As in most Chinese industries, the report complained that bio-fermentation companies churn out vast amounts of products such as lysine, MSG, and citric acid that fill the low-end of the market. The industry report grumbled that Chinese companies have difficulty competing with multinationals on quality and cost, and they are blocked from overseas expansion by the global footprint of their multinational competitors.

Lysine, the amino acid produced most widely in China, used mainly as an 
additive in livestock feed.

China's over production of conventional corn starch has helped push the country's corn output to 300 million metric tons. The U.S. is exporting record volumes of corn this year--but none to China. Does synthetic starch make economic sense in view of abundant corn supplies? The same Chinese government laboratory that developed synthetic corn starch also reportedly developed a method for making fuel ethanol from coal to replace ethanol made from corn and cassava.

Replacing soybean meal with amino acid feed additives is the centerpiece of China's strategy for reducing reliance on soybean imports. However, there are so many soybeans available in the world this year that Chinese soybean meal prices have been driven to historically low levels, undercutting the economic viability of amino acids as a replacement for soybean meal. Meanwhile, because there are so many surplus soybeans the U.S. and Brazilian biomanufacturing industries are increasing their use of soybeans to produce soy-based biodiesel at a much more rapid pace than is China. 

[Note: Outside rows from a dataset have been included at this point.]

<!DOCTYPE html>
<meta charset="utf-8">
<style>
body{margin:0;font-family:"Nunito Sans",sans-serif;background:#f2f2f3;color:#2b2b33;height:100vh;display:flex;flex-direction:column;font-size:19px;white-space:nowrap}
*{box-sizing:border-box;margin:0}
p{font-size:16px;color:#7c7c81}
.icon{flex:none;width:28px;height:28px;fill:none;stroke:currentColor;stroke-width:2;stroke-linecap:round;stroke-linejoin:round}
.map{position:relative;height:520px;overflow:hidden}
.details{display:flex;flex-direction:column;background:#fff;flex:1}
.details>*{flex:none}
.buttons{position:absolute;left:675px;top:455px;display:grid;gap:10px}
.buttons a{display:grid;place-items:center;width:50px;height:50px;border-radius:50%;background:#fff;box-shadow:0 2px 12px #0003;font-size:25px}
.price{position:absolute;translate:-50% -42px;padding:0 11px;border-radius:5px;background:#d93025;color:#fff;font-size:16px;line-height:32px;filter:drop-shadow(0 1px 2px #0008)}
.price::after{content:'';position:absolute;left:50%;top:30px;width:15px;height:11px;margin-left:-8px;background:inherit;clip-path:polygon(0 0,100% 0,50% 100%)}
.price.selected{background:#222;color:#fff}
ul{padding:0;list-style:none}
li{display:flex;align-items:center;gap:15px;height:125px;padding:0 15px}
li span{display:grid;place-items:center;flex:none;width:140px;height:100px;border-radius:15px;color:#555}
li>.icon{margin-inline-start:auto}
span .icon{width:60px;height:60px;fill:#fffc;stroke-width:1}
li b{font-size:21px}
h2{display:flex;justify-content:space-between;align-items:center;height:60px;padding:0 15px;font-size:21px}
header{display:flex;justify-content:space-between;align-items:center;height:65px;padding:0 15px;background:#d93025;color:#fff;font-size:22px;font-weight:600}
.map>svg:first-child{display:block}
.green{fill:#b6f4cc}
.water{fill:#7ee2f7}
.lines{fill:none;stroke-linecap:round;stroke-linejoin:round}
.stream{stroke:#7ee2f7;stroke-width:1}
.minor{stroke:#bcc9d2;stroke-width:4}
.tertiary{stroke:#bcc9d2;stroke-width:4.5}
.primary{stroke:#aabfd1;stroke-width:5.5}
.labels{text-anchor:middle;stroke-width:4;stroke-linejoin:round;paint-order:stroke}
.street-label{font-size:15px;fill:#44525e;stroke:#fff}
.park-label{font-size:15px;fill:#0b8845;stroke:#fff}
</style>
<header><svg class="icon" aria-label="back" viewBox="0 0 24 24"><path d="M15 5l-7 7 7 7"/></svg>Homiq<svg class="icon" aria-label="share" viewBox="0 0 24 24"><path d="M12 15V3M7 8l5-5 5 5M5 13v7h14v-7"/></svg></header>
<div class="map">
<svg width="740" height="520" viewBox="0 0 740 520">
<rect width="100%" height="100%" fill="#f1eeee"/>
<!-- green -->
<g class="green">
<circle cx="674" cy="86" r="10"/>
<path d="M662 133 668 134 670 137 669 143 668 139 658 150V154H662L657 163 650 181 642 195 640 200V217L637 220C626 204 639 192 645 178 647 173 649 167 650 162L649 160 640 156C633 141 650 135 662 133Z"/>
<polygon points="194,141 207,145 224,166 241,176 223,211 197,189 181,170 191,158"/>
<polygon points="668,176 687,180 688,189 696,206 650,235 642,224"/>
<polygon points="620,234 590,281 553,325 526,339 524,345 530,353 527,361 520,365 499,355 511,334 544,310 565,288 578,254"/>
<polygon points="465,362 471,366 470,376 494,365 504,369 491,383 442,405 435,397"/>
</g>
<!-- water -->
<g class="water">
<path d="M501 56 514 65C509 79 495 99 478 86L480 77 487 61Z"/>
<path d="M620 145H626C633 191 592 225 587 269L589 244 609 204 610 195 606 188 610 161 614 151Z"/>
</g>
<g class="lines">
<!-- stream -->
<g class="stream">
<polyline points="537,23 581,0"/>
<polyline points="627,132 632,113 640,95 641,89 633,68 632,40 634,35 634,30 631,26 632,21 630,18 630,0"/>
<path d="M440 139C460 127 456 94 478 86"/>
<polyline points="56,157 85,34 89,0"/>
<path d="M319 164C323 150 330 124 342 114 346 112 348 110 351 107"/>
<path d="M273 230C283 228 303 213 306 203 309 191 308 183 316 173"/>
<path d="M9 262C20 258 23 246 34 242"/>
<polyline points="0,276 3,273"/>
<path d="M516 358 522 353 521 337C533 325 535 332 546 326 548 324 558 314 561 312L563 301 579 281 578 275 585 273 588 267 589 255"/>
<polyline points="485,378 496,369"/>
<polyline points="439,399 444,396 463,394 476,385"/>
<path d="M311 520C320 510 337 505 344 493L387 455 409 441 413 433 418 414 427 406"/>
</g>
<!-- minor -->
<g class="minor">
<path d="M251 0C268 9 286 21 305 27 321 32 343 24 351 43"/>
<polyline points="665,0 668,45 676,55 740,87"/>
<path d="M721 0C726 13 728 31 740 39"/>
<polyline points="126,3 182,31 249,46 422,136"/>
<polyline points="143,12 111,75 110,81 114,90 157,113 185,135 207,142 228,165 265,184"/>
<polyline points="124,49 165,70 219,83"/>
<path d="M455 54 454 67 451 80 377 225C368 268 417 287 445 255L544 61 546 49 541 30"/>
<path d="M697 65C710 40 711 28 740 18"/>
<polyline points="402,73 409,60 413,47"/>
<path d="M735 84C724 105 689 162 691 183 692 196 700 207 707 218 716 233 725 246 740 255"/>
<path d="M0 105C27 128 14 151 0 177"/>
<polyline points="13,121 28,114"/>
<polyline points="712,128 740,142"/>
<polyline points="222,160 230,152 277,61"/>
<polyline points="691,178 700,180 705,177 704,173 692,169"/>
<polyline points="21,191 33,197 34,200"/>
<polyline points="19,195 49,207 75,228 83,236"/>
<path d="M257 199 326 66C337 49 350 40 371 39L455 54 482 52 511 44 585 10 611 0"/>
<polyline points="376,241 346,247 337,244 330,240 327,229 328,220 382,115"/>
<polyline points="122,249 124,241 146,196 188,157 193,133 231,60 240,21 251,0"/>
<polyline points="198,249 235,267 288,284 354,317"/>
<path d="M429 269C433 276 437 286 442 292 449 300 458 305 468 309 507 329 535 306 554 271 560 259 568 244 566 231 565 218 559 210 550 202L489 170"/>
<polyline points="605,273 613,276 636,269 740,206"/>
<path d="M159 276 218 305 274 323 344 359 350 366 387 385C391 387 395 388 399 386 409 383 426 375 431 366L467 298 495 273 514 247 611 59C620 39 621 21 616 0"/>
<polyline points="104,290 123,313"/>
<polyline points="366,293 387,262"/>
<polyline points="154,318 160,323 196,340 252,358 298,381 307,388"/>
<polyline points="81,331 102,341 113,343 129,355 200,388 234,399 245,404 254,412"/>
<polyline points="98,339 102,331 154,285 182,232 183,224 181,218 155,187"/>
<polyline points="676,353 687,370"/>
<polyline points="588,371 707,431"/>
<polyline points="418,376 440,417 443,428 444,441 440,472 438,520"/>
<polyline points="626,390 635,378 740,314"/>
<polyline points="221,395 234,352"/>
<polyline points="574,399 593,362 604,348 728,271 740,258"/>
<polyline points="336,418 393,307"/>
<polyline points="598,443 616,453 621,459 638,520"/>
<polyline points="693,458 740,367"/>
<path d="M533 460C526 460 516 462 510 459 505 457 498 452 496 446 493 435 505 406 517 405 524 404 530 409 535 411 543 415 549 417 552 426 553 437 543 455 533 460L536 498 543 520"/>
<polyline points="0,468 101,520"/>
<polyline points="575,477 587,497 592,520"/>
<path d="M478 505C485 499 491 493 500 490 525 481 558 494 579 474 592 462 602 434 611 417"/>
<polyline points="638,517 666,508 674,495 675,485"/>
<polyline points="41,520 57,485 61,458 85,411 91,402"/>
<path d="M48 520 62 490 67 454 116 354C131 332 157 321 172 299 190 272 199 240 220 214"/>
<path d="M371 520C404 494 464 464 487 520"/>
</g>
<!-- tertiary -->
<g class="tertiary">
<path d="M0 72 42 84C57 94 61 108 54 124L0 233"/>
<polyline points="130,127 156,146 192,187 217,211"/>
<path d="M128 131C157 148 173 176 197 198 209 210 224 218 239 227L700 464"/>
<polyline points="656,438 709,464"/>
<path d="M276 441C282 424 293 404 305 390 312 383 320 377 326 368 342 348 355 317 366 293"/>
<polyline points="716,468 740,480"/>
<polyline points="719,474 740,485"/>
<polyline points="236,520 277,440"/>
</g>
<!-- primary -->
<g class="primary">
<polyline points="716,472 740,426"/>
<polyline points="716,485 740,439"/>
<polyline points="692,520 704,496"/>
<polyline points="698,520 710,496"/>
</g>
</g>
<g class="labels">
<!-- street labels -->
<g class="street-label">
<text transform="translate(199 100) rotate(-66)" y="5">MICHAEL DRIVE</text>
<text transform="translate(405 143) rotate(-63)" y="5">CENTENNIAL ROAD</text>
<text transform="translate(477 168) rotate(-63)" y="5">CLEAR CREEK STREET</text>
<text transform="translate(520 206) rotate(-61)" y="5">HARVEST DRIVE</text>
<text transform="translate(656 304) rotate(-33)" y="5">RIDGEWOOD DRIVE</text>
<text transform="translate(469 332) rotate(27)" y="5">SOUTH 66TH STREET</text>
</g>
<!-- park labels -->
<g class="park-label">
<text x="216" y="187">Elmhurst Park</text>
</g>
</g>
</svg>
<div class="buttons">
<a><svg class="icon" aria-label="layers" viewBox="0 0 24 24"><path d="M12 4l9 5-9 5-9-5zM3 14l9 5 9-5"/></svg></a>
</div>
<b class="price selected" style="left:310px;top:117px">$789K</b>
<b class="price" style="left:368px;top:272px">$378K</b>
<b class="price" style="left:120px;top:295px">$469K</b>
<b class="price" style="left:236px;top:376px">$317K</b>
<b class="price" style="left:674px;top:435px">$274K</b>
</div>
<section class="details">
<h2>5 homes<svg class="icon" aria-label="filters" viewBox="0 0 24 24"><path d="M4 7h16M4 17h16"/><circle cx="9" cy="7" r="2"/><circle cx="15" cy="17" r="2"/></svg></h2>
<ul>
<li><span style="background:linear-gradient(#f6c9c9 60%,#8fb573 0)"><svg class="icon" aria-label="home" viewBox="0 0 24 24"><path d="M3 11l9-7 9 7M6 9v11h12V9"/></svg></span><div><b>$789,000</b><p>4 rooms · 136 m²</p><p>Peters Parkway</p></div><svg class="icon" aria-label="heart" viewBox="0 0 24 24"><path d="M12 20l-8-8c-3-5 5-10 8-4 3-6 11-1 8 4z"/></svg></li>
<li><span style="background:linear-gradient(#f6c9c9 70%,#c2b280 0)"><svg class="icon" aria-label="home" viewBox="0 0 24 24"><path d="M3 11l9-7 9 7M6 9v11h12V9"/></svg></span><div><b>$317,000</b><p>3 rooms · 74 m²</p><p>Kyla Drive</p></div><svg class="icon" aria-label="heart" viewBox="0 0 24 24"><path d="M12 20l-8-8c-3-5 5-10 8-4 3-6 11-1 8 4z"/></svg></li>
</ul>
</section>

Chinese officials pretend to be first-world food snobs, touting the distinctiveness of Chinese cuisine, terroir and geographic indications, a purported commitment to smallholder farmers, and high food safety standards that require zero tolerances for hormones and antibiotics and excessive testing of GMO crops. They do prefer this for their own dinner tables, but for planning the country's food system they are more committed than any country to industrial-style standardized agriculture and food in laboratories and factory-style buildings divorced from the natural environment (e.g. 26-story hog farms and "vegetable factories"). 
China's ideal: an enclosed "vegetable factory" with colored lights, trays of seedlings and 
one worker in a hazmat suit. Source: Chinese Academy of Sciences.

A second fiction to beware of is the premise that China's industrial policy works as promised. Despite stories about high-tech, the products of industrial policy are typically huge in number, low in quality, and dumped on the world market. The best scientists flee abroad. Interfaces between labs and companies are poor--China has spent decades attempting to do this in its seed industry and results have been slow. Support policies attract unimaginative CEOs with good connections and willing to do the government's bidding. Truly innovative entrepreneurs are viewed as a threat and have poor access to real estate, bank loans, and subsidies. The result is a few impressive demonstration projects and a race to the bottom in most industries.